Preface

This is a compilation of notes from my study of survey design and analysis. I completed Data Camp courses Survey and Measurement Development in R (Mount, n.d.) and Analyzing Survey Data in R (McConville, n.d.), then moved on to Thomas Lumley’s Complex Surveys: a guide to analysis using R (Lumley 2010). The following resources are also helpful.

The survey Package

Only simple random sample survey designs can be analyzed with with normal statistical test functions - complex survey designs require special treatment. The survey package (Lumley 2021) handles both simple and complex survey designs. It contains a few data sets that will serve as examples in these notes. There is also a helper package named jtools (Long 2021) that will come in handy for regression.

library(tidyverse)
library(survey)
library(jtools)

data(api, package = "survey")

Common Terms

Complex survey designs scale the n data observations up to the N population values. Each observation has an associated sampling weight. A sampling weight is a probability weight with on or more adjustments for non-response, non-coverage, calibration, and trimming.

For a simple random sample, the sampling weights equal the probability weights, N/n, meaning each observation represents N/n people.

In stratified sampling, the population is initially segmented by interesting factors (e.g. gender, race/ethnicity, or SES), then sampled with simple random sampling. This ensures a specified number of observations for each stratum. The sample is less variable because the stratification process eliminates one source of variability. The sampling weights equal the probability weights again, but now there are separate weights for each stratum, \(N_A / n_A\), \(N_B / n_B\), etc.

Cluster sampling segments a population (usually geographically) into clusters, then randomly selects clusters to survey.
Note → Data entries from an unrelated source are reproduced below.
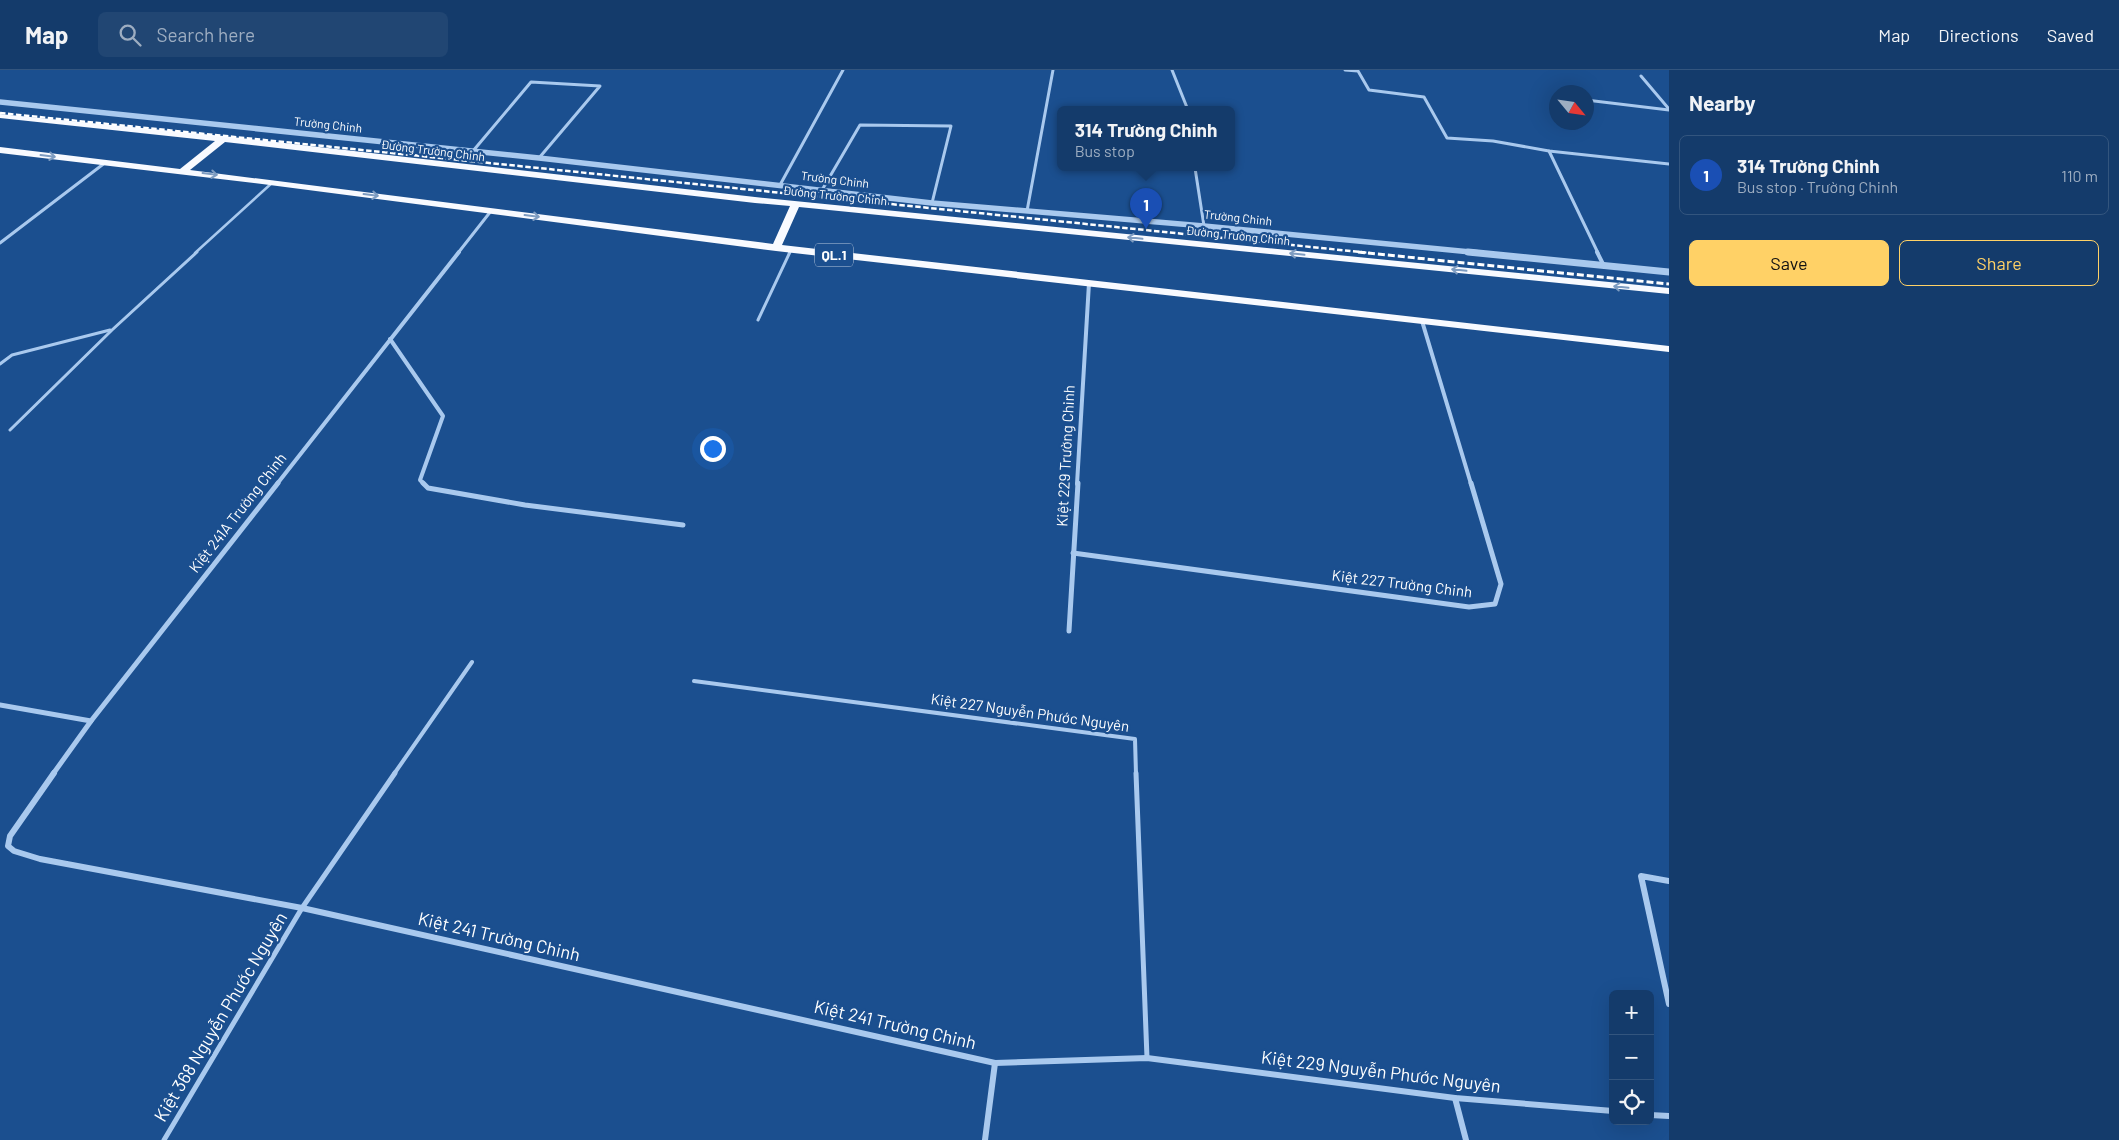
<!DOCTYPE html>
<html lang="en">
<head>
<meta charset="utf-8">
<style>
  body { margin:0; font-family:Barlow,sans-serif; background:#214673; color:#f1f3f6 }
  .controls { position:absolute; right:15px; bottom:15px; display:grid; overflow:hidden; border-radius:8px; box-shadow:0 5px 20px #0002 }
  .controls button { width:45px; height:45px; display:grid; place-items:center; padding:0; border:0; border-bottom:1px solid #33557e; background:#143b6b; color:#f1f3f6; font:25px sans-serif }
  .compass { position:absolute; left:1549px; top:15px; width:45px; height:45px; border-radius:50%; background:#143b6b; box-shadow:0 5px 20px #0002; rotate:119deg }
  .you { position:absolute; left:712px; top:378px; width:18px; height:18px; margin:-12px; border:4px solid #fff; border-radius:50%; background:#1a73e8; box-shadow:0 0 0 8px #1a73e833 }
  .badge { display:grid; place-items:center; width:32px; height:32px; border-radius:50%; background:#ffd166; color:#fff; font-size:16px; font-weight:700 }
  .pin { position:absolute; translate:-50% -41px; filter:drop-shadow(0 1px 2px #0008) }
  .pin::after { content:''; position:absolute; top:26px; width:18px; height:15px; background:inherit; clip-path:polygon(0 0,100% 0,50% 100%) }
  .popup { position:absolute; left:1057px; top:36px; width:178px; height:65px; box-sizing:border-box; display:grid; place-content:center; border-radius:8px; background:#143b6b; filter:drop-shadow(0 1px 4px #0005); font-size:16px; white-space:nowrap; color:#9dadc1 }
  .popup b { font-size:19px; color:#f1f3f6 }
  .popup::after { content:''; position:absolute; left:50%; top:100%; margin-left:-10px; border:10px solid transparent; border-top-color:#143b6b }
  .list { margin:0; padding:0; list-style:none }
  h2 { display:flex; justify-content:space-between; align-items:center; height:65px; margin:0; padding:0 20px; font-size:21px }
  h2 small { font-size:16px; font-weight:400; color:#9dadc1 }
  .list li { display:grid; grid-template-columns:32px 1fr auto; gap:15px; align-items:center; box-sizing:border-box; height:80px; margin:0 10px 10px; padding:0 10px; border:1px solid #33557e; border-radius:8px }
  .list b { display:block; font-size:19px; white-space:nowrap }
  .list p { margin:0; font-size:16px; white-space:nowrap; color:#9dadc1 }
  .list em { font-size:16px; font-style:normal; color:#9dadc1 }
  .actions { display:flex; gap:10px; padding:15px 20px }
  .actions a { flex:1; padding:11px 0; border:1px solid #ffd166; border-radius:8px; text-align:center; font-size:18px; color:#ffd166 }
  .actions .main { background:#ffd166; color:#111 }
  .icon { flex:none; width:28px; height:28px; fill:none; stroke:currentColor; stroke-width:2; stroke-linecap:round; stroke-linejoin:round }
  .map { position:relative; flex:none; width:1669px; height:1070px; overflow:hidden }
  header { display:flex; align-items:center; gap:30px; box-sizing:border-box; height:70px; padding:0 25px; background:#143b6b; border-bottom:1px solid #33557e }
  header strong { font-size:24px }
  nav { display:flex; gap:28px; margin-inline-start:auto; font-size:18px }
  .search { width:350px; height:45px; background:#214673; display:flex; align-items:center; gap:12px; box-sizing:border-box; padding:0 18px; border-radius:8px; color:#9dadc1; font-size:19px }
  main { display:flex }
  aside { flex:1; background:#143b6b }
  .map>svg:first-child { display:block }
</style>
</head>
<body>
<header>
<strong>Map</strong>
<div class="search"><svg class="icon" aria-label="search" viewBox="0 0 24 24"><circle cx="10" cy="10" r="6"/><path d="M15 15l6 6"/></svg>Search here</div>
<nav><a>Map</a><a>Directions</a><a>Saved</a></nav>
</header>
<main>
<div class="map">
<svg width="1669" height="1070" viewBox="0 0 1669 1070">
  <rect width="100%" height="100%" fill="#1b4f8f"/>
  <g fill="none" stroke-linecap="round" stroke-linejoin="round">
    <g stroke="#a9c9ee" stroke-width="2.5">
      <polyline points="195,183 273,112"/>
      <polyline points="789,183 791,179"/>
    </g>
    <g stroke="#a9c9ee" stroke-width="3">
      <polyline points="758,250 790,182"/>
      <polyline points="0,294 12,285 110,260"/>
      <polyline points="10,360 112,260 197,182"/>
    </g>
    <g stroke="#a9c9ee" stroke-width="4">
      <polyline points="694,611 1135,669 1136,704"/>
      <polyline points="394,704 472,592"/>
    </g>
    <g stroke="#a9c9ee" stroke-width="5">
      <polyline points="1136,703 1147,988"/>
      <polyline points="164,1070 302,838 395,703"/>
    </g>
    <g stroke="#a9c9ee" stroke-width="3">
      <polyline points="1172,0 1188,40"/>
      <polyline points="1345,0 1358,1 1369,20 1424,27 1447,68 1493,71 1549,81 1669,94"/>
      <polyline points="1641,6 1669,39"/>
      <polyline points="1586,30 1669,40"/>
      <polyline points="473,81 531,12 600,16 539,88"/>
      <polyline points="1549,81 1598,183"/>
      <polyline points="1195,98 1204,156"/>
      <polyline points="780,115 843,0"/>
      <polyline points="822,120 860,55 951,56 932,133"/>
      <polyline points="1027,141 1053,0"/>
      <polyline points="0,173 106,92"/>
      <polyline points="458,183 491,141"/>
    </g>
    <g stroke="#a9c9ee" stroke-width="4">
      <polyline points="1597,182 1604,196"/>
      <polyline points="1422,251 1471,414"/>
      <polyline points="390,269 443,346 420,410 424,414"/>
      <polyline points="277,414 459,182"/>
      <polyline points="1077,414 1089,213"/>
    </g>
    <g stroke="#a9c9ee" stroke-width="5">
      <polyline points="423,413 428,418 525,435 683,455"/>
      <polyline points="1073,483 1469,537 1495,534 1501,514 1471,413"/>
      <polyline points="1069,561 1078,413"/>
      <polyline points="0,635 91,651"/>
      <polyline points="53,704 91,651 278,413"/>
    </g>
    <g stroke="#a9c9ee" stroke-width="6">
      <polyline points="54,703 10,766 8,776 14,781 40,789 302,838 995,993 1147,988 1455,1028 1613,1041"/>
      <polyline points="1669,811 1641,806 1669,934"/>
      <polyline points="1455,1028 1466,1070"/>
      <polyline points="1650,1045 1669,1046"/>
      <polyline points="985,1070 995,993"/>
    </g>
    <polyline stroke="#a9c9ee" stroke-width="5.5" points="0,32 539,88 932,133 1204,156 1481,183"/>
    <polyline stroke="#a9c9ee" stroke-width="7" points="1468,182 1669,202"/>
    <path fill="#f8faff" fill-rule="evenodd" d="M0,44L223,66L755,127L1669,218V224L799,137L782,175L1669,276V282L776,181L262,114L0,83V77L180,99L215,71L0,48ZM225,72L755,133L790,136L773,174L190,100Z"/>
    <polyline stroke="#fff" stroke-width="2.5" stroke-dasharray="5.5 2.5" stroke-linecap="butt" points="0,43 1370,183"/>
    <polyline stroke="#fff" stroke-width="3" stroke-dasharray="7 3" stroke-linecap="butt" points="1358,182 1669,214"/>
  </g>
  <defs><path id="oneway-shaft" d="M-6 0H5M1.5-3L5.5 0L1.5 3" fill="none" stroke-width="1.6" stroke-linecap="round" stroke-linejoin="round" transform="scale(1.25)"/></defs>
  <g stroke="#7e9cc1">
    <use href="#oneway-shaft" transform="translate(48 86) rotate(7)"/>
    <use href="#oneway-shaft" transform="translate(210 104) rotate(7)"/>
    <use href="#oneway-shaft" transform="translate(371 125) rotate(7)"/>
    <use href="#oneway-shaft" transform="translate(532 146) rotate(7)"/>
    <use href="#oneway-shaft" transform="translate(1135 168) rotate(-174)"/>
    <use href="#oneway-shaft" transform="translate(1297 184) rotate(-174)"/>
    <use href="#oneway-shaft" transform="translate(1459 200) rotate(-174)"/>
    <use href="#oneway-shaft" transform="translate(1621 217) rotate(-174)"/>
  </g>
  <g text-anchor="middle" stroke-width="4.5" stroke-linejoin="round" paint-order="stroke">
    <g font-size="12" fill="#fff" stroke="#1b4f8f">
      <text transform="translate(328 55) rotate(6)" y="4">Trường Chinh</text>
      <text transform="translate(433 81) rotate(7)" y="4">Đường Trường Chinh</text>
      <text transform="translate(835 110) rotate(7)" y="4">Trường Chinh</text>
      <text transform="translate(835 126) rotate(6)" y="4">Đường Trường Chinh</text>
      <text transform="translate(1238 148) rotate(6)" y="4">Trường Chinh</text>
      <text transform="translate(1238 166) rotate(6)" y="4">Đường Trường Chinh</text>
    </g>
    <rect fill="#1b4f8f" stroke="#bbcadd" stroke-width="1" x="815" y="173.5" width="38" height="23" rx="4"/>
    <g font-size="14" font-weight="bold" fill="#fff">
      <text x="834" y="190">QL.1</text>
    </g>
    <g font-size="15" fill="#fff" stroke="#1b4f8f">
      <text transform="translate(1066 386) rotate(-87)" y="5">Kiệt 229 Trường Chinh</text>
      <text transform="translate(238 443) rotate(-52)" y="5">Kiệt 241A Trường Chinh</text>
      <text transform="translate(1402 514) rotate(7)" y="5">Kiệt 227 Trường Chinh</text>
      <text transform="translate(1030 643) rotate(8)" y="5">Kiệt 227 Nguyễn Phước Nguyên</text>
    </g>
    <g font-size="18" fill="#fff" stroke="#1b4f8f">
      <text transform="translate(499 867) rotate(13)" y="6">Kiệt 241 Trường Chinh</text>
      <text transform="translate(221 947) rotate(-59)" y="6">Kiệt 368 Nguyễn Phước Nguyên</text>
      <text transform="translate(895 955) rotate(13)" y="6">Kiệt 241 Trường Chinh</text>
      <text transform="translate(1381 1002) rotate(7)" y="6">Kiệt 229 Nguyễn Phước Nguyên</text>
    </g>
  </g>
</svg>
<div class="controls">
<button>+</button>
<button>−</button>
<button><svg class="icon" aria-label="locate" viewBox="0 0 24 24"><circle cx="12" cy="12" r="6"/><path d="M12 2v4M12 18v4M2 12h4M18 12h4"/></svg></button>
</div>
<svg class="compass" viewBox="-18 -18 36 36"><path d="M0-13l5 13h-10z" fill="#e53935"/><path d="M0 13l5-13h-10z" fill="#9dadc1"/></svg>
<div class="you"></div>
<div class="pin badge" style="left:1146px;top:159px;background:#1a4fb4">1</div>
<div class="popup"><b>314 Trường Chinh</b>Bus stop</div>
</div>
<aside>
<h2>Nearby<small></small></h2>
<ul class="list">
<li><span class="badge" style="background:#1a4fb4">1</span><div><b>314 Trường Chinh</b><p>Bus stop · Trường Chinh</p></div><em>110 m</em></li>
</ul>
<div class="actions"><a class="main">Save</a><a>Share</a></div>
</aside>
</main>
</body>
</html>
Within a cluster, all members may be sampled (single stage design), or a random sample is taken (multi-stage design). Cluster sampling is almost universal in large-scale surveys involving in-person interviews because it dramatically reduces cost. Unfortunately, it also increases variance because observations within a cluster tend to me similar.

You will often encounter the term primary sampling unit (PSU). It is the factor used for the initial sampling. For cluster sampling, it is the initial cluster; for stratified and simple random samples, it is the elementary unit.

A second term you will encounter is finite population correction. It is a probability term that becomes relevant when the sampling fraction of the population becomes large. It equals \(\sqrt{(N-n)/(N-1)}\).

References

Long, Jacob A. 2021. Jtools: Analysis and Presentation of Social Scientific Data. https://jtools.jacob-long.com.
Lumley, Thomas. 2010. Complex Surveys: A Guide to Analysis Using R. Wiley. http://r-survey.r-forge.r-project.org/svybook/.
———. 2021. Survey: Analysis of Complex Survey Samples. http://r-survey.r-forge.r-project.org/survey/.
McConville, Kelly. n.d. “Analyzing Survey Data in r.” https://app.datacamp.com/learn/courses/analyzing-survey-data-in-r.
Mount, George. n.d. “Survey and Measurement Development in r.” https://app.datacamp.com/learn/courses/survey-and-measurement-development-in-r.
“Survey Data Analysis with r. UCLA: Statistical Consulting Group.” n.d. https://stats.idre.ucla.edu/r/seminars/survey-data-analysis-with-r/.